Kasparaitis was known for his aggressive physical playing style and led his teams in hits several times, including his rookie season, in 1992–93 NHL season with the New York Islanders. On November 17, 1996, Kasparaitis was traded to the Pittsburgh Penguins. While playing for the Pittsburgh Penguins in 1998 Kasparaitis made a hard hit on Eric Lindros that knocked Lindros out of action for 18 games. On March 19, 2002, he was traded to the Colorado Avalanche at the trade deadline, where he spent the remainder of the 2001–02 NHL season. Kasparaitis eventually wound up with the New York Rangers when he was signed on July 2, 2002. During the 2005–06 season, he served as an alternate captain of the Rangers, along with Jaromír Jágr and Steve Rucchin, as the Rangers had no captain.

Because the Lithuanian national ice hockey team was relatively weak and had not ever played in major competitions, Kasparaitis chose to represent Russia in official events.

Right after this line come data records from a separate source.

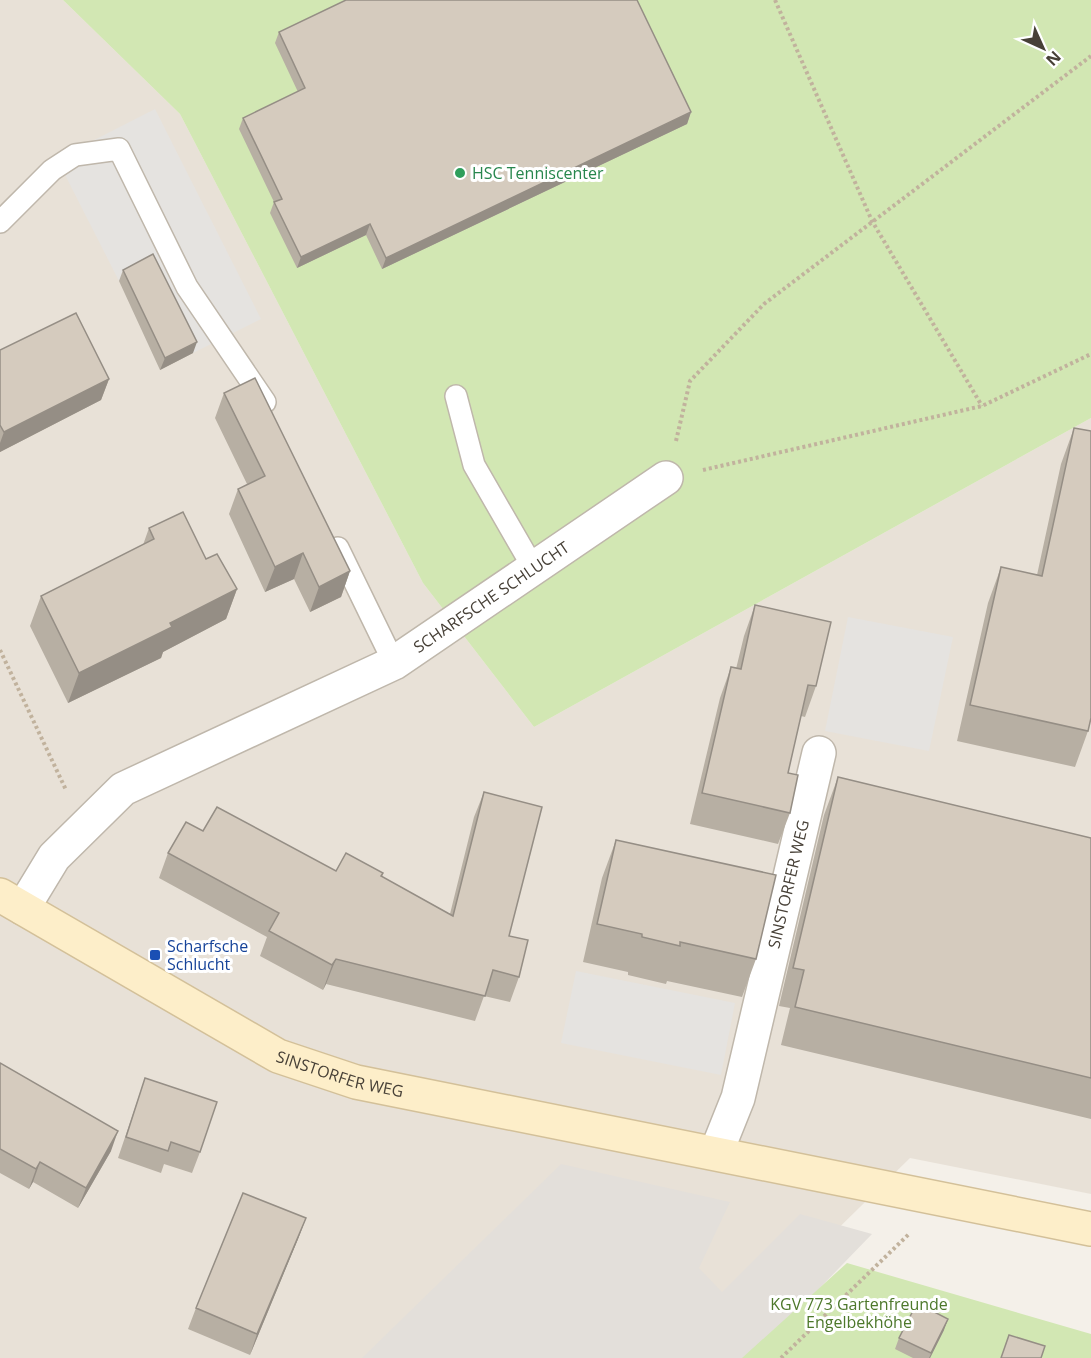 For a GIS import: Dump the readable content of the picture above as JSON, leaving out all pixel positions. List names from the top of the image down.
{
  "streets": {
    "street": ["SCHARFSCHE SCHLUCHT", "SINSTORFER WEG"]
  },
  "crossings": [
    ["SCHARFSCHE SCHLUCHT", "SINSTORFER WEG"]
  ],
  "parks": ["KGV 773 Gartenfreunde Engelbekhöhe"],
  "places": {
    "other": ["HSC Tenniscenter"],
    "transit": ["Scharfsche Schlucht"]
  },
  "north": "bottom right"
} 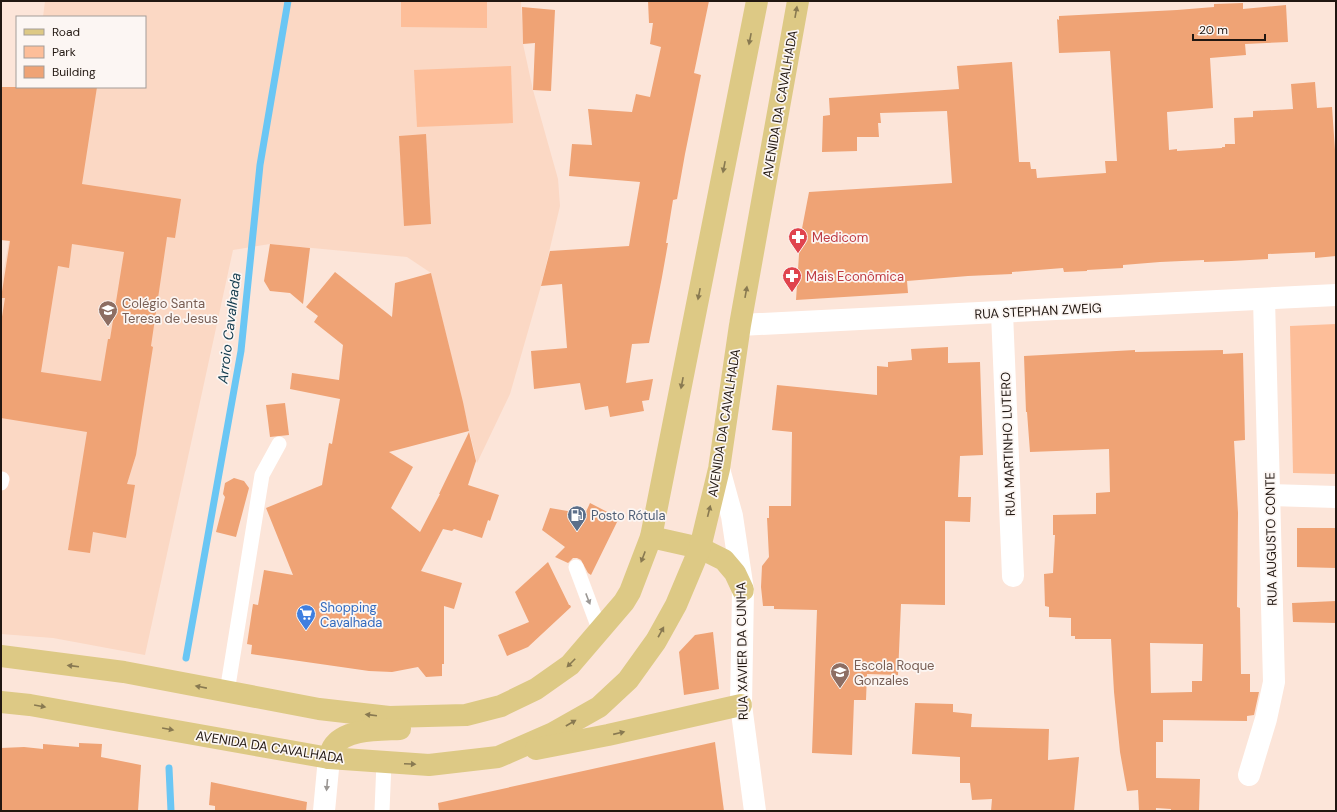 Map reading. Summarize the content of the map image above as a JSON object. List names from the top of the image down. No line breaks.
{"streets":{"main road":["AVENIDA DA CAVALHADA"],"street":["RUA STEPHAN ZWEIG","RUA MARTINHO LUTERO","RUA AUGUSTO CONTE","RUA XAVIER DA CUNHA"]},"crossings":[["AVENIDA DA CAVALHADA","RUA STEPHAN ZWEIG"],["AVENIDA DA CAVALHADA","RUA XAVIER DA CUNHA"],["RUA STEPHAN ZWEIG","RUA MARTINHO LUTERO"],["RUA STEPHAN ZWEIG","RUA AUGUSTO CONTE"]],"water":["Arroio Cavalhada"],"places":{"pharmacy":["Medicom","Mais Econômica"],"school or university":["Colégio Santa Teresa de Jesus","Escola Roque Gonzales"],"fuel station":["Posto Rótula"],"supermarket":["Shopping Cavalhada"]},"legend":["Road","Park","Building"],"scale_bar":"20 m"}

In December 2005, Kasparaitis was chosen to represent Russia in the 2006 Winter Olympics. At the start of the 2006–07 season, Kasparaitis was replaced as an alternate captain with the Rangers by newly acquired Brendan Shanahan. He was waived by the New York Rangers on January 24, 2007 and subsequently demoted to the Rangers' affiliate in Hartford.

Kasparaitis was once again waived by the Rangers prior to the 2007–08 season. On November 3, 2007, the Rangers announced that Kasparaitis had been loaned to SKA St. Petersburg of the then-Russian Superleague (RSL), now the KHL. The deal was made possible due to a lack of a transfer agreement between Russia and North America at the time. However, the Rangers retained his NHL rights.

Kasparaitis left an enduring impression with Ranger fans with the team salute that he created. After every Rangers home win, Kasparaitis would direct the players to center ice and have the whole team follow in saluting the fans by raising their sticks in the air before departing the ice. The tradition is still carried on by the Rangers for every home win. He continued to play for SKA Saint Petersburg in the 2008–09 season. In 26 games, he contributed a single assist.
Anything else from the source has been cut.